O presidente argentino Néstor Kirchner, do Partido Justicialista (PJ), legitimou seu poder nas eleições legislativas de domingo e reafirmou sua popularidade para encarar, nesta segunda metade do mandato, os desafios de solucionar graves problemas sociais e unir peronistas e a centro-esquerda em uma só força. É um protagonismo, mas não um monólogo. Na ponta opositora, ganhou brilho o ex-presidente do clube de futebol Boca Juniors, Mauricio Macri, eleito deputado pela capital, Buenos Aires, com 33,92% dos votos. O líder da aliança Proposta Republicana (PRO) é apontado por alguns analistas como a alternativa viável ao ''kirchnerismo'' no pleito presidencial de 2007. Entretanto, o cenário político ainda é incerto.

- A idéia de que a Argentina caminha para um novo bipartidarismo entre uma coalizão de centro-esquerda comandada por Kirchner e outra de centro-direita liderada por Macri é prematura - alerta ao JB Rosendo Fraga, diretor do instituto de análise política argentina, Nueva Mayoría. - A realidade é que o presidente só pode se considerar de centro-esquerda no âmbito dos direitos humanos. E o triunfo de Macri não pode se projetar nacionalmente, pois carece de uma estrutura partidária extensiva. O PRO só tem representação em quatro dos 24 distritos. Além disso, historicamente a capital gera fenômenos políticos diferentes do cenário nacional.

Kirchner se valeu da indubitável vitória de sua mulher, Cristina de Kirchner, na escolha para a primeira vaga do Senado na província de Buenos Aires - o maior colégio eleitoral do país. A primeira-dama obteve mais do que o dobro (46%) de votos de Hilda ''Chiche'' de Duhalde, mulher do ex-presidente Eduardo Duhalde, que ficou com 19% de apoio. Ambas se elegeram, mas foi um claro recado dos eleitores que produzem 80% do Produto Interno Bruto (PIB) nacional: entre as correntes kirchnerista e duhaldista do peronismo, preferimos a do presidente.

- Começou na Argentina uma etapa de renovação de dirigentes - comemorou Cristina.

Este foi o primeiro teste nas urnas desde que ''el Pingüino'' assumiu a presidência, em maio de 2003. O líder conseguiu manter o controle do Senado - com 40 dos 72 membros -, mas não teve maioria absoluta Câmara de Deputados, que renovou metade de seus 257 assentos.

Desde ontem, Macri - que derrotou o oficialista ex-chanceler Rafael Bielsa - deixou claro que a Câmara é pouco para suas ambições e já falava na necessidade de criar um pólo anti-kirchnerista, para o qual conta com seu sócio político, o governador da província de Neuquén (Sul), Jorge Sobisch.

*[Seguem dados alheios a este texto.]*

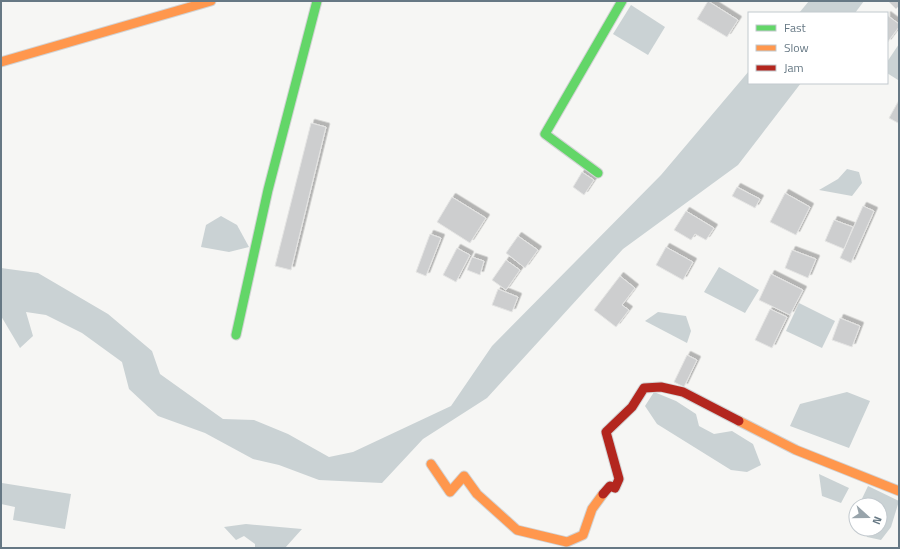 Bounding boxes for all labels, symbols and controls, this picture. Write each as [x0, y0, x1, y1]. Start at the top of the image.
legend [748, 12, 888, 84]
text: Fast [784, 18, 807, 37]
text: Slow [784, 38, 809, 57]
text: Jam [784, 58, 804, 77]
north arrow [848, 497, 888, 537]
text: N [869, 514, 886, 527]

- A oposição tem que mostrar às pessoas que é uma alternativa para que a Argentina siga adiante - afirmou, ainda que não tenha se anunciado presidenciável.

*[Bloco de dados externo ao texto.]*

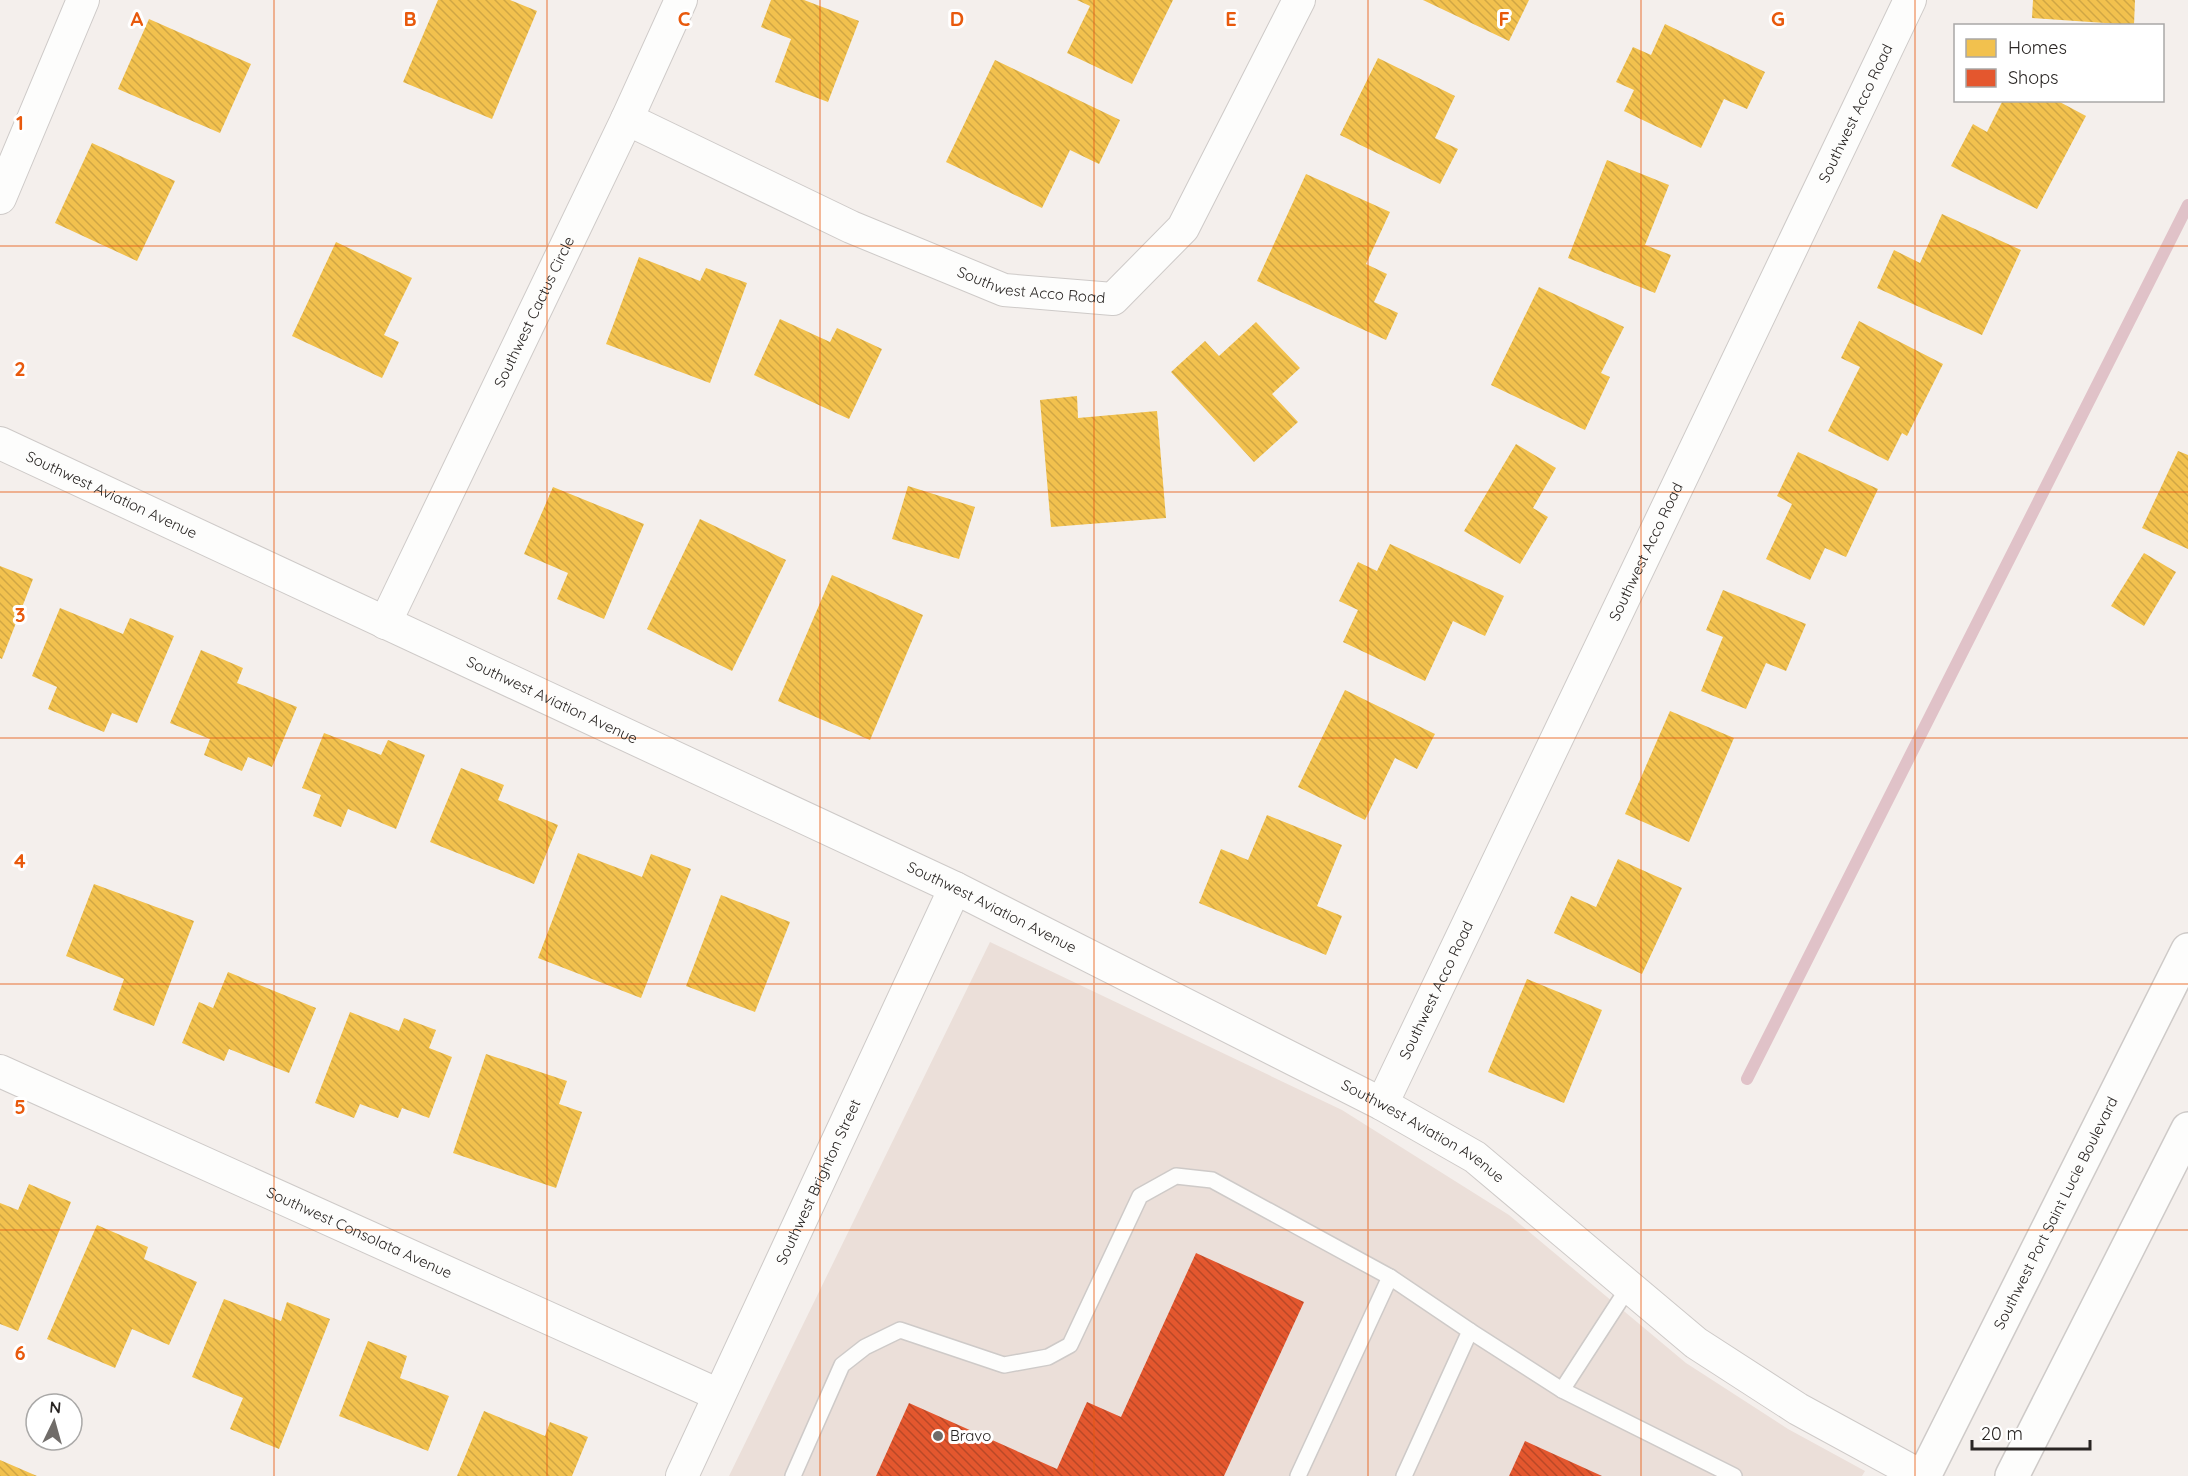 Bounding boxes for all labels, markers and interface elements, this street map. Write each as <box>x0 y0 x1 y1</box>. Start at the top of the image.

- Os triunfos opositores na capital (Macri), em Santa Fé (Hermes Binner), Neuquén (Sobisch) e em San Luis (o também ex-presidente Rodríguez Saá) mostram que a oposição existe, ainda que esteja dividida e que não esteja claro de que maneira vai se organizar - adverte Fraga.

Na opinião do analista político, o presidente deve aproveitar que os opositores ainda estão tateando o futuro para arquitetar, o quanto antes, uma coalizão que facilite sua reeleição:

- Pode fazê-lo recompondo, sob sua liderança, a unidade do peronismo, hoje divido entre o carisma de Kirchner, a tradição de Duhalde e o liberalismo de Carlos Menem. Ou buscar alianças extra-partidárias para criar uma nova força política.

Apesar de sua mulher ter sido eleita na província de Buenos Aires, o segundo lugar foi uma derrota pessoal para Duhalde, já que a região é seu reduto eleitoral. Menem também sofreu uma perda moral em La Rioja, onde foi senhor por três décadas. No domingo, entretanto, amargou um segundo lugar nas vagas do Senado da província. Perdeu até em seu povoado natal, Anillaco.

Tirando proveito ainda da derrota dos adversários peronistas, Kirchner precisa se concentrar no combate à pobreza para dar mais identidade justicialista à campanha.

- No social, deve-se melhorar os salários, como querem os sindicatos, para evitar conflitos nas ruas. No plano econômico, o desafio central é a inflação, cujos efeitos se projetam socialmente. Hoje, dois em cada cinco argentinos vivem abaixo do nível de pobreza - conclui Fraga.